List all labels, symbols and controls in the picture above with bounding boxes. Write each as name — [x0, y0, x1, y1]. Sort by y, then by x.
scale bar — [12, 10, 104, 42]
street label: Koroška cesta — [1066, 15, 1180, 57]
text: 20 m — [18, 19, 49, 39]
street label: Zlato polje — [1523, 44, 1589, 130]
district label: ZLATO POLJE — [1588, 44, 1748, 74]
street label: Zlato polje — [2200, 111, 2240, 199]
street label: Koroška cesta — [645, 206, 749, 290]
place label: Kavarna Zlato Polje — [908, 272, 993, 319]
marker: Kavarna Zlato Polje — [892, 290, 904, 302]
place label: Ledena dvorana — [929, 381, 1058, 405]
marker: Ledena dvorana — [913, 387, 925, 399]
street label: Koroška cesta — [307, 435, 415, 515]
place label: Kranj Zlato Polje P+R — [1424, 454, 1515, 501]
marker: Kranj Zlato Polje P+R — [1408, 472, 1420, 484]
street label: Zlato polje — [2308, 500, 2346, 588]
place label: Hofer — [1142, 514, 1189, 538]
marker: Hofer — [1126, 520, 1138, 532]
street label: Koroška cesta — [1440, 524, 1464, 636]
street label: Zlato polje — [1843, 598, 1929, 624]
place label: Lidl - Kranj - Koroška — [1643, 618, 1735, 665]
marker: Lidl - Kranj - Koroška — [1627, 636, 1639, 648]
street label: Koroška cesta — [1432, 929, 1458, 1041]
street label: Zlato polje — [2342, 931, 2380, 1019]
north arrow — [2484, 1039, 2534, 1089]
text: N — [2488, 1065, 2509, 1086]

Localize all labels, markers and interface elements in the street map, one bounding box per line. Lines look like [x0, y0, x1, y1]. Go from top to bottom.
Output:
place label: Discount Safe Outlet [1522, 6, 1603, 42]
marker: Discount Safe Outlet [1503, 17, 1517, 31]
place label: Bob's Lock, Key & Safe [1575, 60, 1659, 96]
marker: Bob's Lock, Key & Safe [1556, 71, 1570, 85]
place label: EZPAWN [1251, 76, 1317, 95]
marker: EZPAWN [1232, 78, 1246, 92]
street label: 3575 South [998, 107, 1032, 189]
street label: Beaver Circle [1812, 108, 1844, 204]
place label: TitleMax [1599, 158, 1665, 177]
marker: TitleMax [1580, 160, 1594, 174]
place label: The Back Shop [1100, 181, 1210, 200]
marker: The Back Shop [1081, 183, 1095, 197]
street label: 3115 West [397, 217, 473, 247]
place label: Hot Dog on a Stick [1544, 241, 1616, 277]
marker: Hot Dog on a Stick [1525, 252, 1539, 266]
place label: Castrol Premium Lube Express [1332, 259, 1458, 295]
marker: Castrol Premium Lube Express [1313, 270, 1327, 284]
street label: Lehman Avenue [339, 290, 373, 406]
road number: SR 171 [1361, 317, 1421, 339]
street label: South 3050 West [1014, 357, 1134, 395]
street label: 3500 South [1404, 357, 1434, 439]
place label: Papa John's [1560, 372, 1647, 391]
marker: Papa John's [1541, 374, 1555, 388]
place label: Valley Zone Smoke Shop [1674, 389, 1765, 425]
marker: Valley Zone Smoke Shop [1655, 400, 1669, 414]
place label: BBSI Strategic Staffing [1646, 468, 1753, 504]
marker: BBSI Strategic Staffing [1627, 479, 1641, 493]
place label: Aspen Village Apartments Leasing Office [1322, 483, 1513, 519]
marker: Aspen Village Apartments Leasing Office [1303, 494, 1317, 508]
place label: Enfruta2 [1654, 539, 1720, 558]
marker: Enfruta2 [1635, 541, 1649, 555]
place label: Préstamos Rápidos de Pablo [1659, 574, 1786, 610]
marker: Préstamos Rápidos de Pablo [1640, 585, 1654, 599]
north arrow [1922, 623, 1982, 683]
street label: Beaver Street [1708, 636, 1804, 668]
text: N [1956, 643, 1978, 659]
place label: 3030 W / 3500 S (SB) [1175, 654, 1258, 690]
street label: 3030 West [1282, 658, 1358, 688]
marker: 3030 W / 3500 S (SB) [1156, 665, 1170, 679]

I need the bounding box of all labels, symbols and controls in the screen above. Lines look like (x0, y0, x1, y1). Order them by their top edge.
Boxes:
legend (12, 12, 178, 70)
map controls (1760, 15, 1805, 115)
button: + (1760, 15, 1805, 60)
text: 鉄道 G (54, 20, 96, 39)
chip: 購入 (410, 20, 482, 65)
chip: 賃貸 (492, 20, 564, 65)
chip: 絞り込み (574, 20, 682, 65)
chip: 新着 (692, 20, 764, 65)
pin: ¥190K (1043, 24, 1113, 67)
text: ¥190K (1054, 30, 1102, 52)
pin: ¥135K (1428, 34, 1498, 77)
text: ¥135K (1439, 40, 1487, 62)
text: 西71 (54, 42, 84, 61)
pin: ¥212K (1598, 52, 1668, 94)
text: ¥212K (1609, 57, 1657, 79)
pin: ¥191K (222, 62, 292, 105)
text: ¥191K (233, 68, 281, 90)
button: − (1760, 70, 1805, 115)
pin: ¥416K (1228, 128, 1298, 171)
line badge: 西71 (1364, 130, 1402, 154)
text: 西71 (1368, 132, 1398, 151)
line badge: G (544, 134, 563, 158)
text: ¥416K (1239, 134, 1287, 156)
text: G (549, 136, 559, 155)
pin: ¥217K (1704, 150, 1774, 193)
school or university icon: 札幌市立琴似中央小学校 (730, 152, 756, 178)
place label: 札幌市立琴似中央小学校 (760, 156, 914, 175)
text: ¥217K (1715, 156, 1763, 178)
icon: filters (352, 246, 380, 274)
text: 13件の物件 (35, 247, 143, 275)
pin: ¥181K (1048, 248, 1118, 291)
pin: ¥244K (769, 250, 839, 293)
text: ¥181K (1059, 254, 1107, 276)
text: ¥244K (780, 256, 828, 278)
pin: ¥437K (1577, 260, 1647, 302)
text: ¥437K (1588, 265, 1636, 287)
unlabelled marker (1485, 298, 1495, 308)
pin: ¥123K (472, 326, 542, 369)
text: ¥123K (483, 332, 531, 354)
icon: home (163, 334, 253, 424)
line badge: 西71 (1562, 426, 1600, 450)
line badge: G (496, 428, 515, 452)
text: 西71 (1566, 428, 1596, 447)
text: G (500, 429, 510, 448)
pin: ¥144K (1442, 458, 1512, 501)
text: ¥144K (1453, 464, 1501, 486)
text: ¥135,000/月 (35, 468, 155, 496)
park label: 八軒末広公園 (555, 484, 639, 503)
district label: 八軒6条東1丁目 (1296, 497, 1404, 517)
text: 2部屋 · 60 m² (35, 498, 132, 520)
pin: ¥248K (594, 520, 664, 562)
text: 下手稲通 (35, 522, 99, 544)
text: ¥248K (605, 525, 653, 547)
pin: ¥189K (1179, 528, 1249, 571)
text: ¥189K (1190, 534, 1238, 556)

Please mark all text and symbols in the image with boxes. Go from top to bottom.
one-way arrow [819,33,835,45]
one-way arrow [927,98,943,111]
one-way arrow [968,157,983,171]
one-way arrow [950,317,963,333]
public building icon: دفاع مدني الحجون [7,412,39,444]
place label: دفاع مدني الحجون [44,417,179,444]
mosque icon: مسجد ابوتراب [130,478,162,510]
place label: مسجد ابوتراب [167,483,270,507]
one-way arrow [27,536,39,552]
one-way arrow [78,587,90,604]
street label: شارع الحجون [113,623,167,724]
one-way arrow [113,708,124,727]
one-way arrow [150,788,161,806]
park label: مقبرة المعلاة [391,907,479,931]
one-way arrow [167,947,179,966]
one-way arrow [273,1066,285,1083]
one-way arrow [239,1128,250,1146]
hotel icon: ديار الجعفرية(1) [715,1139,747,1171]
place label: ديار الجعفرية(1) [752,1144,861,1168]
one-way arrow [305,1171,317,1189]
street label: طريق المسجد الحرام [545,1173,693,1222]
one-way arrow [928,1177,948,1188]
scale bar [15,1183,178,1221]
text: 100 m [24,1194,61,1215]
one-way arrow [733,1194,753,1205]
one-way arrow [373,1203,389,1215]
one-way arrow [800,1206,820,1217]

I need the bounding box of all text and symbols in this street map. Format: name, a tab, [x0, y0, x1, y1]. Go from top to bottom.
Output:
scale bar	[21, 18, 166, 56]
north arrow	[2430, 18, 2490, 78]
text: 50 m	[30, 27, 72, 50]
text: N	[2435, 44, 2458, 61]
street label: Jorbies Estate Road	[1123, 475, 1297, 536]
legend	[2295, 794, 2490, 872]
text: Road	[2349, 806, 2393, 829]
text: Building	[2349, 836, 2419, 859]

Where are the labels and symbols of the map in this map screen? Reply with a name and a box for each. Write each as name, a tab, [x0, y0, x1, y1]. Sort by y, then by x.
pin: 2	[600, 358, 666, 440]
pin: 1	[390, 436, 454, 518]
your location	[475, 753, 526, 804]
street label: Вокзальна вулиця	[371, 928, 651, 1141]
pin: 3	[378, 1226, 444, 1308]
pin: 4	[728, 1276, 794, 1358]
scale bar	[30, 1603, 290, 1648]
----
§ About this task
Copy out all lines from the records where the word "John" appears.

§ Response box
place label: Papa John's [1560, 372, 1647, 391]
marker: Papa John's [1541, 374, 1555, 388]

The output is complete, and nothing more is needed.